Divers équipements donnent droit au crédit d'impôt pour travaux dans la résidence principale, notamment les  équipements de récupération des eaux de pluie collectées à l'aval de toitures inaccessibles, constitués de l'ensemble des éléments suivants :

  • une crapaudine, installée en haut de chaque descente de gouttière acheminant l'eau vers le stockage;
  • un système de dérivation des eaux de pluie vers le stockage installé sur une descente de gouttières (en cas de descente unique), soit d'un regard rassemblant l'intégralité des eaux récupérées;
  • un dispositif de filtration par dégrillage, démontable pour nettoyage, de maille inférieure à 5 mm, placé en amont du stockage;
  • un dispositif de stockage, à l'exclusion des systèmes réhabilités comprenant une ou plusieurs cuves reliées entre elles. Il doit être étanche, résistant à des variations de remplissage, non translucide, fermé (recouvert d'un couvercle solide et sécurisé), comportant un dispositif d'aération muni d'une grille anti-moustiques, et équipé d'une arrivée d'eau noyée, d'un système de trop-plein muni d'un clapet anti-retour (sauf dans le cas où le trop-plein s'effectue par l'arrivée d'eau), vidangeable, nettoyable intégralement et permettant d'avoir un accès manuel à tout point de la paroi ;
  • des conduites de liaison entre le système de dérivation et le stockage et entre le trop plein et le pied de la gouttière dérivée ;
  • un robinet de soutirage verrouillable ;
  • une plaque apparente et scellée à demeure, au-dessus du robinet de soutirage, portant d'une manière visible la mention : eau non potable et un pictogramme caractéristique.

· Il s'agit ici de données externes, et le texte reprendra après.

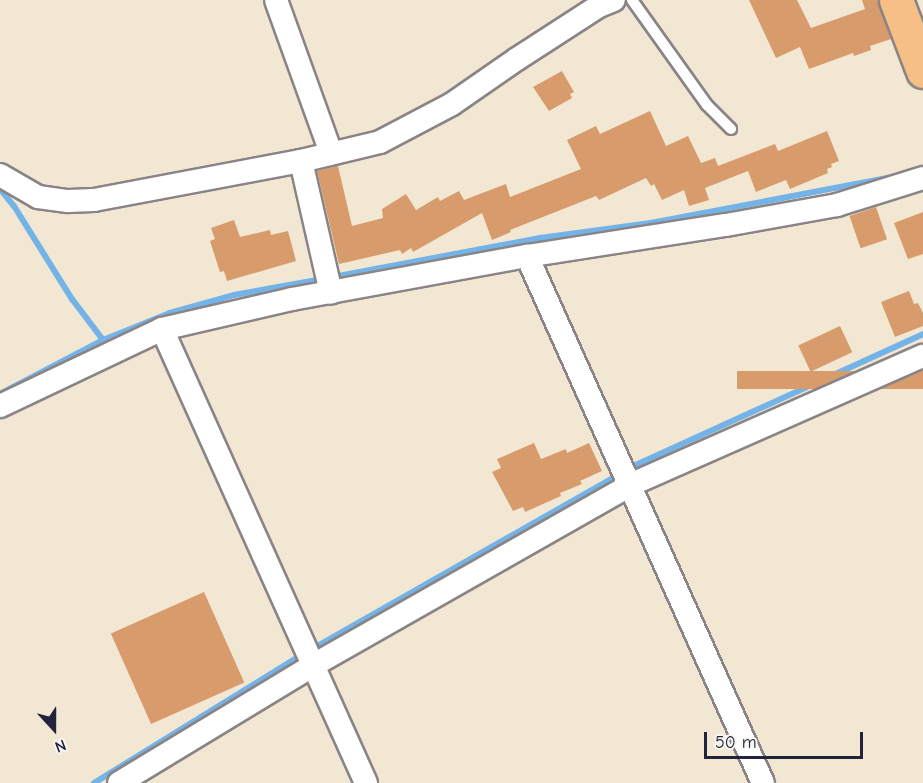 <!DOCTYPE html>
<html>
<head>
<meta charset="utf-8">
<style>
	body { margin:0 }
	#map { position:relative; width:923px; height:783px; overflow:hidden; background:#f2e7d2; font-family:"Comic Neue",sans-serif }
	div>[style] { position:absolute }
	.stream>* { height:6px; margin:-3px; padding:0 3px; transform-origin:3px; border-radius:3px; background:#73b3e7 }
	.building>* { inset:0; background:#d89b6c; transform-origin:0 0 }
	.roads { filter:drop-shadow(2px 0 #8a8486) drop-shadow(-2px 0 #8a8486) drop-shadow(0 2px #8a8486) drop-shadow(0 -2px #8a8486) }
	.lane>* { height:10px; margin:-5px; padding:0 5px; transform-origin:5px; border-radius:5px; background:#fff }
	.street>* { height:22px; margin:-11px; padding:0 11px; transform-origin:11px; border-radius:11px; background:#fff }
	.primary>* { height:33px; margin:-16.5px; padding:0 16.5px; transform-origin:16.5px; border-radius:16.5px; background:#f5bf86 }
	span { translate:-50% -50%; white-space:nowrap; text-align:center; line-height:1.15; -webkit-text-stroke:6px #f6f6f2; paint-order:stroke }
	.north { position:absolute; left:24px; top:699px; width:60px; height:60px; -webkit-text-stroke:4px #f6f6f2; paint-order:stroke; rotate:159deg; font-size:16px; font-weight:700; line-height:24px; text-align:center; color:#22223b }
	.north::after { content:''; display:block; margin:auto; width:21px; height:27px; background:#22223b; clip-path:polygon(50% 0,100% 100%,50% 72%,0 100%) }
	.scale { position:absolute; left:704px; top:732px; width:159px; height:27px; box-sizing:border-box; border:3px solid #22223b; border-top:0; padding-left:8px; font-size:18px; line-height:21px; white-space:nowrap; color:#22223b; -webkit-text-stroke:4px #f6f6f2; paint-order:stroke }
</style>
</head>
<body>
<div id="map">
	<div class="stream">
		<div style="left:0;top:189px;width:22px;rotate:51deg"></div>
		<div style="left:14px;top:206px;width:110px;rotate:58.1deg"></div>
		<div style="left:72px;top:299px;width:51px;rotate:52.9deg"></div>
		<div style="left:333px;top:277px;width:211px;rotate:-10.7deg"></div>
		<div style="left:540px;top:238px;width:112px;rotate:-7.7deg"></div>
		<div style="left:651px;top:223px;width:246px;rotate:-10.8deg"></div>
		<div style="left:0;top:394px;width:116px;rotate:-27.7deg"></div>
		<div style="left:103px;top:340px;width:72px;rotate:-21.9deg"></div>
		<div style="left:170px;top:313px;width:66px;rotate:-15.7deg"></div>
		<div style="left:234px;top:295px;width:90px;rotate:-10.2deg"></div>
		<div style="left:627px;top:469px;width:325px;rotate:-24.5deg"></div>
		<div style="left:312px;top:649px;width:352px;rotate:-29.6deg"></div>
		<div style="left:94px;top:783px;width:246px;rotate:-31.7deg"></div>
	</div>
	<div class="building">
		<div style="clip-path:polygon(749px 0,797px 0,811px 28px,865px 9px,862px 0,878px 0,891px 39px,870px 46px,871px 50px,854px 56px,853px 53px,809px 69px,800px 47px,776px 58px)"></div>
		<div style="clip-path:polygon(562px 71px,574px 92px,570px 94px,572px 98px,549px 111px,533px 87px)"></div>
		<div style="clip-path:polygon(650px 111px,666px 146px,688px 136px,701px 163px,715px 158px,718px 166px,775px 144px,778px 151px,827px 131px,839px 161px,831px 164px,832px 167px,827px 169px,828px 173px,790px 189px,786px 180px,756px 192px,748px 171px,705px 188px,709px 200px,689px 206px,684px 190px,662px 200px,654px 184px,651px 186px,646px 178px,599px 200px,596px 196px,510px 230px,511px 232px,492px 240px,482px 213px,413px 252px,411px 248px,402px 254px,400px 250px,339px 264px,317px 171px,338px 166px,352px 226px,383px 218px,382px 209px,406px 194px,416px 210px,438px 197px,440px 201px,459px 191px,464px 200px,506px 184px,510px 197px,581px 169px,567px 140px,596px 126px,600px 134px)"></div>
		<div style="left:876px;top:207px;width:34px;height:28px;rotate:71deg"></div>
		<div style="clip-path:polygon(923px 212px,923px 254px,908px 259px,894px 223px)"></div>
		<div style="clip-path:polygon(234px 220px,240px 237px,270px 230px,271px 235px,288px 231px,296px 261px,227px 281px,224px 271px,220px 272px,210px 241px,215px 239px,211px 228px)"></div>
		<div style="clip-path:polygon(909px 291px,914px 304px,918px 303px,923px 313px,923px 326px,895px 337px,881px 302px)"></div>
		<div style="left:840px;top:326px;width:29px;height:46px;rotate:65deg"></div>
		<div style="left:923px;top:371px;width:18px;height:186px;rotate:90deg"></div>
		<div style="clip-path:polygon(534px 443px,541px 459px,566px 449px,567px 453px,589px 443px,602px 471px,580px 481px,582px 484px,560px 493px,561px 496px,525px 512px,523px 507px,513px 511px,492px 472px,501px 468px,497px 459px)"></div>
		<div style="left:204px;top:592px;width:99px;height:102px;rotate:66deg"></div>
	</div>
	<div class="roads">
		<div class="lane">
			<div style="left:632px;top:0;width:129px;rotate:54.5deg"></div>
			<div style="left:707px;top:105px;width:34px;rotate:45deg"></div>
		</div>
		<div class="street">
			<div style="left:276px;top:0;width:163px;rotate:70.2deg"></div>
			<div style="left:301px;top:161px;width:135px;rotate:77.2deg"></div>
			<div style="left:0;top:175px;width:44px;rotate:30.1deg"></div>
			<div style="left:38px;top:197px;width:30px;rotate:8deg"></div>
			<div style="left:68px;top:201px;width:26px;rotate:-2deg"></div>
			<div style="left:94px;top:200px;width:211px;rotate:-10.7deg"></div>
			<div style="left:301px;top:161px;width:81px;rotate:-13.5deg"></div>
			<div style="left:380px;top:142px;width:81px;rotate:-27.8deg"></div>
			<div style="left:452px;top:104px;width:79px;rotate:-34.7deg"></div>
			<div style="left:517px;top:59px;width:98px;rotate:-32.9deg"></div>
			<div style="left:599px;top:6px;width:16px;rotate:-22deg"></div>
			<div style="left:527px;top:256px;width:577px;rotate:65.88deg"></div>
			<div style="left:162px;top:329px;width:498px;rotate:65.8deg"></div>
			<div style="left:0;top:406px;width:179px;rotate:-25.4deg"></div>
			<div style="left:162px;top:329px;width:133px;rotate:-13deg"></div>
			<div style="left:292px;top:299px;width:239px;rotate:-10.4deg"></div>
			<div style="left:527px;top:256px;width:201px;rotate:-8.9deg"></div>
			<div style="left:726px;top:225px;width:113px;rotate:-10.2deg"></div>
			<div style="left:837px;top:205px;width:90px;rotate:-17.4deg"></div>
			<div style="left:119px;top:783px;width:226px;rotate:-31.2deg"></div>
			<div style="left:312px;top:666px;width:366px;rotate:-29.6deg"></div>
			<div style="left:630px;top:485px;width:320px;rotate:-23.8deg"></div>
		</div>
		<div class="primary">
			<div style="left:896px;top:0;width:76px;rotate:69.2deg"></div>
		</div>
	</div>
	<div class="north">N</div>
	<div class="scale">50 m</div>
</div>
</body>
</html>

En cas d'usage des eaux de pluie ainsi collectées à l'intérieur des habitations, dans les conditions et limites définies par un arrêté conjoint des ministres en charge du développement durable et de la santé, de l'ensemble des éléments complémentaires suivants :

  • une pompe, immergée ou de surface, ou d'un surpresseur, d'une puissance inférieure à 1 kilowatt ;
  • un réservoir d'appoint doté d'une disconnexion de type AA ou AB au sens de la norme NF EN 1717 ;
  • un ensemble d'étiquetage / marquage des canalisations de distribution à l'exclusion des canalisations elles-mêmes ;
  • de compteurs.

 

Quel avenir pour la réutilisation des eaux usées ?

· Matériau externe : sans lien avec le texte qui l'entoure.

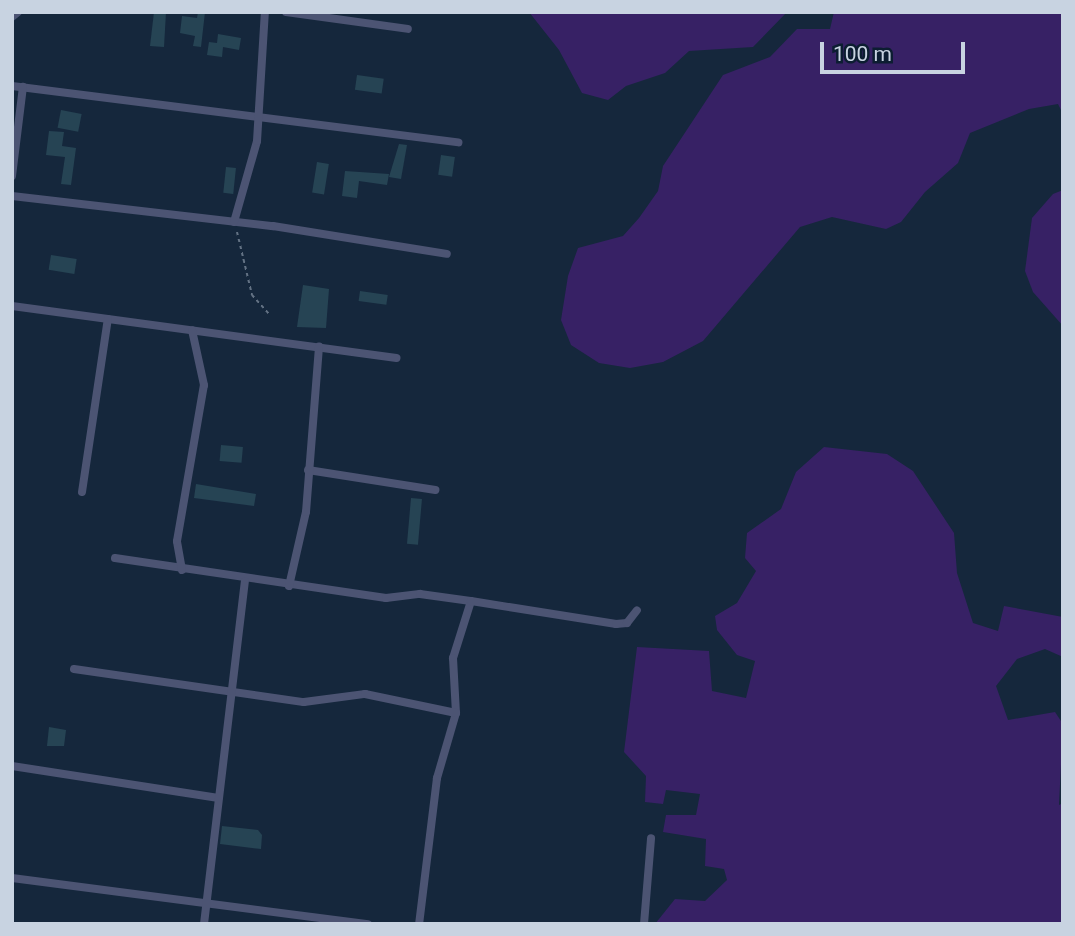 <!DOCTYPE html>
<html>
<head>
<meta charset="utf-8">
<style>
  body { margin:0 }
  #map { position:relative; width:1075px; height:936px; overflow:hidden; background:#15273c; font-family:Roboto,sans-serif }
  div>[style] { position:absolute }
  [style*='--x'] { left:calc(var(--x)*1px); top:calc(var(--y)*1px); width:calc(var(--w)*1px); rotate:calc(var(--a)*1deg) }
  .green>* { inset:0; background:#372165 }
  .building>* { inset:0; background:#264454; transform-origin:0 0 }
  .path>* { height:2px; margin-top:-1px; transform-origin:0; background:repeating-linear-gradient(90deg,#637284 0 3.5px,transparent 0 7px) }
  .street>* { height:8px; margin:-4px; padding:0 4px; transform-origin:4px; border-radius:4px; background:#4c5473 }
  span { translate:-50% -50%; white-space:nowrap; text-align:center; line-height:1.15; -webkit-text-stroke:5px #0c1d31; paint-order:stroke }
  .frame { position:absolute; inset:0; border:14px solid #c8d3e1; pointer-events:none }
  .scale { position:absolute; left:820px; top:42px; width:145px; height:32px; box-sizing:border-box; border:4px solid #c8d3e1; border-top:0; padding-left:9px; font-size:21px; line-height:24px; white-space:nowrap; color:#c8d3e1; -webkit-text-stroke:5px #0c1d31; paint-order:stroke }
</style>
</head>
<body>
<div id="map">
  <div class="green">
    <i style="clip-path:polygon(529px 12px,787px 12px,753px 47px,689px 51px,665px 73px,626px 86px,608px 100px,582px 93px,559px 50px)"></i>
    <i style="clip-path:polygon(834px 12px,1063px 12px,1063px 114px,1058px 104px,1029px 109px,970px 133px,958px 163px,925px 192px,901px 222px,886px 229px,832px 217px,800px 227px,703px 341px,663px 362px,630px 368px,599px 363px,571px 345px,561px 320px,568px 276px,578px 248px,623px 236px,639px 218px,658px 191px,663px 166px,723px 75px,770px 57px,797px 29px,830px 29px)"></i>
    <i style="clip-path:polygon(1063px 190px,1063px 326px,1033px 292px,1025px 271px,1032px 218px,1053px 194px)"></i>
    <i style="clip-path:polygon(824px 447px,887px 454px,913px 471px,954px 533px,957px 573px,973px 623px,998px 631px,1004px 606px,1063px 617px,1063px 657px,1045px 649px,1017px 659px,996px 686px,1008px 720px,1055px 712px,1063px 724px,1059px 805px,1063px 803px,1063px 924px,655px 924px,675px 899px,705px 901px,727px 880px,724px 869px,705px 866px,706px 839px,663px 832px,666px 815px,696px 815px,700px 794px,666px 790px,663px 804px,645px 802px,646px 776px,624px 752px,637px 647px,709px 651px,712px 691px,746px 698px,755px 661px,737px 655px,717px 630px,715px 616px,737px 603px,756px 571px,745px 558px,747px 533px,781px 509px,796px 472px)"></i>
  </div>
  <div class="building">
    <i style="clip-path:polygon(154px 12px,166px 12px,164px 47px,150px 46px)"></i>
    <i style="clip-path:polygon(198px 12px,205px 12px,201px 47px,193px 46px,195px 36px,180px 33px,182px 16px,197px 18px)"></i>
    <i style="clip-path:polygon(218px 34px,241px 38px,239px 50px,223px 47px,222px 57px,207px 55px,209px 42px,217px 43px)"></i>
    <i style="left:357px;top:75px;width:27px;height:15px;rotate:8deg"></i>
    <i style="left:61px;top:110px;width:21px;height:18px;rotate:11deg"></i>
    <i style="clip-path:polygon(49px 131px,64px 132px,62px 146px,76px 148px,71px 185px,61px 184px,65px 157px,46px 155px)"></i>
    <i style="clip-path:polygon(399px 144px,407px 145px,401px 179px,389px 177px)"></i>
    <i style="left:441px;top:155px;width:14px;height:20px;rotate:8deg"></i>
    <i style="left:317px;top:162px;width:12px;height:31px;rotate:9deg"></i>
    <i style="left:226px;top:167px;width:10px;height:26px;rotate:6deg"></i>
    <i style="clip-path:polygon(345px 171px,389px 174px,387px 185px,359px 181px,357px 198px,342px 196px)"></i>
    <i style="left:51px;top:255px;width:26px;height:15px;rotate:9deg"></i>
    <i style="clip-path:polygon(303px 285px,329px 289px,326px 328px,297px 327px)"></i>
    <i style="left:360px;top:291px;width:28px;height:10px;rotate:8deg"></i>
    <i style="left:221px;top:445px;width:22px;height:16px;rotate:5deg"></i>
    <i style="clip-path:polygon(196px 484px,256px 494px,254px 506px,194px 498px)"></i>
    <i style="left:411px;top:498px;width:11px;height:46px;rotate:5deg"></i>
    <i style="clip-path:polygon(49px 727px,66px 730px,64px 746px,47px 746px)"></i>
    <i style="clip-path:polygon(222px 826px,258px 830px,262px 835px,261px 849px,220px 844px)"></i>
  </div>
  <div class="path">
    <i style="--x:237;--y:232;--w:65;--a:76.6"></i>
    <i style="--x:252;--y:295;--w:25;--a:48"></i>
  </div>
  <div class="street">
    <i style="--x:286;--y:12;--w:123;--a:7.9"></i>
    <i style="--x:12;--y:17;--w:8;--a:-40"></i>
    <i style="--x:12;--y:86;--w:450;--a:7.2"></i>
    <i style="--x:12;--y:176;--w:90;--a:-83"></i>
    <i style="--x:12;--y:196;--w:263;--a:6.6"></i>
    <i style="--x:273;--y:226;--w:176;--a:9.1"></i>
    <i style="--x:234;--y:222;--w:84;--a:-74.1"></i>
    <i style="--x:257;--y:141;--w:129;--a:-86.5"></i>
    <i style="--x:12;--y:306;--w:388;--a:7.7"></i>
    <i style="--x:308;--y:470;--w:129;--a:8.9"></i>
    <i style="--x:82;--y:492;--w:175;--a:-81.5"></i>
    <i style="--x:115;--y:558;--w:274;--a:8.4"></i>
    <i style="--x:386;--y:598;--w:34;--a:-7"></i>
    <i style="--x:420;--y:594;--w:51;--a:7.8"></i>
    <i style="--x:471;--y:601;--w:60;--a:107.5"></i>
    <i style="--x:453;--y:658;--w:55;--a:86.9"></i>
    <i style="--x:456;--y:713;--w:68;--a:106.3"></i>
    <i style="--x:437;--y:778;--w:147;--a:97"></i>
    <i style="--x:182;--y:570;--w:29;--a:-100"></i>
    <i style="--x:177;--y:541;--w:158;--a:-80.2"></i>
    <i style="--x:204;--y:385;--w:56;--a:-102.3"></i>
    <i style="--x:289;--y:586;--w:76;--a:-77.1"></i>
    <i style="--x:306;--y:512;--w:166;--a:-85.5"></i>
    <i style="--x:471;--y:601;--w:147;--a:9"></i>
    <i style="--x:616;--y:624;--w:11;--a:-5"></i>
    <i style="--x:627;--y:623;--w:16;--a:-52"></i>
    <i style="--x:74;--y:669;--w:232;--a:8.2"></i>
    <i style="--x:304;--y:702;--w:62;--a:-7.5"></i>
    <i style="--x:365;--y:694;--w:93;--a:11.8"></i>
    <i style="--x:12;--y:766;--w:209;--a:8.8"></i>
    <i style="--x:12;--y:878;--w:359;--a:7.4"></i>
    <i style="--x:204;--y:924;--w:345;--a:-83.2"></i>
    <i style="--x:644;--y:924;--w:86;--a:-85.3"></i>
  </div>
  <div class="frame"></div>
  <div class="scale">100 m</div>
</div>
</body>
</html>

D'un usage encore assez limité, la réutilisation des eaux usées progresse partout dans le monde.
En 2006, 3 300 unités de recyclage produisent 19 millions de m3 à partir d'eaux usées. Une augmentation de 180 % est prévue d'ici 2015 (à comparer à celle du dessalement de l'eau de mer qui est de 100 %).
En France, la réglementation en vigueur et les coûts d'investissement pour les réseaux d'adduction de l'eau traitée freinent son application.

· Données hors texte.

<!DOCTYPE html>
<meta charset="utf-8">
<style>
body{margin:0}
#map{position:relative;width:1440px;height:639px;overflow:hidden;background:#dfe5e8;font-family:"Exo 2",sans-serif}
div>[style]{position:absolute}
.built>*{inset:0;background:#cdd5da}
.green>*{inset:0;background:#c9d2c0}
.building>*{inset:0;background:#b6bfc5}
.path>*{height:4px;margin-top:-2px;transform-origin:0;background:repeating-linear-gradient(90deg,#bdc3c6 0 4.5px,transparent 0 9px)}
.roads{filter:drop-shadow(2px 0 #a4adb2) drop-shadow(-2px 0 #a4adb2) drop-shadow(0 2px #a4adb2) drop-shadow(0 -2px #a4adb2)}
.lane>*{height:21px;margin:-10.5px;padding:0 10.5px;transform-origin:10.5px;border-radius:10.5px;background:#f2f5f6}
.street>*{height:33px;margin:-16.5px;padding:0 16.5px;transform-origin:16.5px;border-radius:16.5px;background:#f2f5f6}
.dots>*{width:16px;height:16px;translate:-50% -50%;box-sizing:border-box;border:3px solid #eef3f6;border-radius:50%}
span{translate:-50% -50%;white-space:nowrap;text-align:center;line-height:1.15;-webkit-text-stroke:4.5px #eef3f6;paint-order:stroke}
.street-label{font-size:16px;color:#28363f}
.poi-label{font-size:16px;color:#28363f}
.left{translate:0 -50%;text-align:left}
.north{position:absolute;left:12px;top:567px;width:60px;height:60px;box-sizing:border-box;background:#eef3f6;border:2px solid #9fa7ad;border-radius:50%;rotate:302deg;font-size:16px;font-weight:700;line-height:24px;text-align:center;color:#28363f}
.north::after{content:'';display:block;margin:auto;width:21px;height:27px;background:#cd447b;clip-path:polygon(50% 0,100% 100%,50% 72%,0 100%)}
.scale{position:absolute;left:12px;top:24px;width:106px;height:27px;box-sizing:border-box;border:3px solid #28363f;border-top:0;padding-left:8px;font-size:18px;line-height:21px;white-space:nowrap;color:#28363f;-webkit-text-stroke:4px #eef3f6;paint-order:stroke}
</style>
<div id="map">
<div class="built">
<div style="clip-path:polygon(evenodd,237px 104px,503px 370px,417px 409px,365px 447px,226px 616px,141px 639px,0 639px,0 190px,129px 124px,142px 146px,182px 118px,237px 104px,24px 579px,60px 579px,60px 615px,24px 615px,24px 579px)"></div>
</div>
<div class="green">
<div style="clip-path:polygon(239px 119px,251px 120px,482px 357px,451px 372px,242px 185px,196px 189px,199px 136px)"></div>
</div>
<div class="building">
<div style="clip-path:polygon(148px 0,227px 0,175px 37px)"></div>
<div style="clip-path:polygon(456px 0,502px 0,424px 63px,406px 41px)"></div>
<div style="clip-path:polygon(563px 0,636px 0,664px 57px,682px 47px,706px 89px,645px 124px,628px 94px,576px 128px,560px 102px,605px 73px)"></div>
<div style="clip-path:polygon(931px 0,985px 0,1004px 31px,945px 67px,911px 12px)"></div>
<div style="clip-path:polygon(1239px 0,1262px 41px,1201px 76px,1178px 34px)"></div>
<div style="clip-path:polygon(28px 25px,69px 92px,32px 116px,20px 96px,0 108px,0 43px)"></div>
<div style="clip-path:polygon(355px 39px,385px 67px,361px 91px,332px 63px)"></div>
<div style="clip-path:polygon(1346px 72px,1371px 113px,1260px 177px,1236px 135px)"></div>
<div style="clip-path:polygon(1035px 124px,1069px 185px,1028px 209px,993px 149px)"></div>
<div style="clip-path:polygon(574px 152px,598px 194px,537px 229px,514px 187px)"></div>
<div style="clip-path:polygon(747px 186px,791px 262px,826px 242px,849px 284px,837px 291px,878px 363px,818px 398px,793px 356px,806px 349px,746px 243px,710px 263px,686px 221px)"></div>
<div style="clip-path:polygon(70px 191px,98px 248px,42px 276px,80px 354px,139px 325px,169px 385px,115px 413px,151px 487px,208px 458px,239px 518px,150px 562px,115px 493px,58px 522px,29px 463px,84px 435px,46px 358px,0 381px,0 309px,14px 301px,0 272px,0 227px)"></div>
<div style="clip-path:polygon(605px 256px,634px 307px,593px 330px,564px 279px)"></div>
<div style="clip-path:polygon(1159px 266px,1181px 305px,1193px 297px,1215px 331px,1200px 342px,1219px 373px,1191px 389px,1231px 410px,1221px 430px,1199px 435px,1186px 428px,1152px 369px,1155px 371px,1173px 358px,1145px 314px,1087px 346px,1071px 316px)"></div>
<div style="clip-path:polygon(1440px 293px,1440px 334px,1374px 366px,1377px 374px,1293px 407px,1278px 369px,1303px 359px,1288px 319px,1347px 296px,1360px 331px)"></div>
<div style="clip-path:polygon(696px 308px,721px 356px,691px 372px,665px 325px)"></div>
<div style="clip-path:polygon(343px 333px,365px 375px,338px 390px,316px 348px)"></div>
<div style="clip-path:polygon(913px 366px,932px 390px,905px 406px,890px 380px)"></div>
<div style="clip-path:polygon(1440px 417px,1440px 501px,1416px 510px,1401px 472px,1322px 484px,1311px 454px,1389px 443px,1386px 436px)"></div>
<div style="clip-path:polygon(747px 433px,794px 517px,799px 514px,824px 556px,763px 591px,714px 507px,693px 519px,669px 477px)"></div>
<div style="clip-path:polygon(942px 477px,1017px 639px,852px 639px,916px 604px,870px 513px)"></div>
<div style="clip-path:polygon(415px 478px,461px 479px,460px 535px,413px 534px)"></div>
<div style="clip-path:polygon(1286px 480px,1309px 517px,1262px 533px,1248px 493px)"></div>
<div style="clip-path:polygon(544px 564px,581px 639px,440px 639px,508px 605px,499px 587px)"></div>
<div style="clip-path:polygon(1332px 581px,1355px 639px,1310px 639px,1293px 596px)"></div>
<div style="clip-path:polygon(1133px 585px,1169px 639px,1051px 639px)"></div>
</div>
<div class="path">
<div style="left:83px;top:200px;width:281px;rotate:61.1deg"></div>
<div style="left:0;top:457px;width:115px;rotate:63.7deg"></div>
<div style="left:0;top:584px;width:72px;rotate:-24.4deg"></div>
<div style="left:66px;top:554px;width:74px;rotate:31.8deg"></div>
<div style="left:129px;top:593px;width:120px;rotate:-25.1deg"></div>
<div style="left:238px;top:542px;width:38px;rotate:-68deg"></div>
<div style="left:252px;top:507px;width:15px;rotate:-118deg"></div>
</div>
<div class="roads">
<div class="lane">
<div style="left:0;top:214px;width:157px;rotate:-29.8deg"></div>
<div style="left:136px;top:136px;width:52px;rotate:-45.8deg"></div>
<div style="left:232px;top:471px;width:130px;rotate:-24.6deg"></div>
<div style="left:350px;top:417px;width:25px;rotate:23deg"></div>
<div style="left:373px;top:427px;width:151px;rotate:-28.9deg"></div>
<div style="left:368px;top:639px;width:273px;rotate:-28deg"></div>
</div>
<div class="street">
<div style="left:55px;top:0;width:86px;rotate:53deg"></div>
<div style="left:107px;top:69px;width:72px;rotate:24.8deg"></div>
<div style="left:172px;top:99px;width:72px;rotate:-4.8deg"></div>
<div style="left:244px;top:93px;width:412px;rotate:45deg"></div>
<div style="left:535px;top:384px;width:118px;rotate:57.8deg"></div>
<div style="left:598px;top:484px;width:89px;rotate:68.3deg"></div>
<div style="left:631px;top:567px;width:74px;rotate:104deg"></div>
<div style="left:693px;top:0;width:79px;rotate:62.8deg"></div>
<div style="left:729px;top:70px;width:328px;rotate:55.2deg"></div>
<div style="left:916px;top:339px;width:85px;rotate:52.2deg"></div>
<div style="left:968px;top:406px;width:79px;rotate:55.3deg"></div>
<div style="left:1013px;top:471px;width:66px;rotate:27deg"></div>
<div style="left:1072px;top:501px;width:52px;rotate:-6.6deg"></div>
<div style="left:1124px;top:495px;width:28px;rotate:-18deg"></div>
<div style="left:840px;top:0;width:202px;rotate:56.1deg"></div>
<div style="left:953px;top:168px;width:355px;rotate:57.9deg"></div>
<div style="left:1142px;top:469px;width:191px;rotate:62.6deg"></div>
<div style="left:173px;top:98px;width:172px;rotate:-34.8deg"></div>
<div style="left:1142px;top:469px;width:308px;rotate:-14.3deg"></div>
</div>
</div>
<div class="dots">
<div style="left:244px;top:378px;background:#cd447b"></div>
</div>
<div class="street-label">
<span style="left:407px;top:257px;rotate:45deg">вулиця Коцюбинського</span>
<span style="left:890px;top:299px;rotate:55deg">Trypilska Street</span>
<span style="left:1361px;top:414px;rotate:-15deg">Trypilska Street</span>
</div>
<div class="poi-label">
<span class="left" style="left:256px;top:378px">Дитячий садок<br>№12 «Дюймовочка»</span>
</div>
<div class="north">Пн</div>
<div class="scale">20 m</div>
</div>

  • La réglementation l'autorise pour l'irrigation (en respectant certaines normes en fonction des cultures) et l'arrosage d'espaces verts et de golfs (l'arrosage d'un golf de 18 trous demande autant d'eau qu'une ville de 36 000 habitants), ainsi que pour le nettoyage des rues.
  • Mais elle l'interdit pour la recharge de nappes, l'usage au sein des habitations ou certains usages dans l'industrie. Pourtant, les risques sanitaires sont faibles. L'eau réutilisée suit préalablement des traitements plus ou moins poussés selon les usages envisagés (traitement biologique et physicochimique, filtration, membranes, désinfection par chlore, ozonation ou irradiation UV).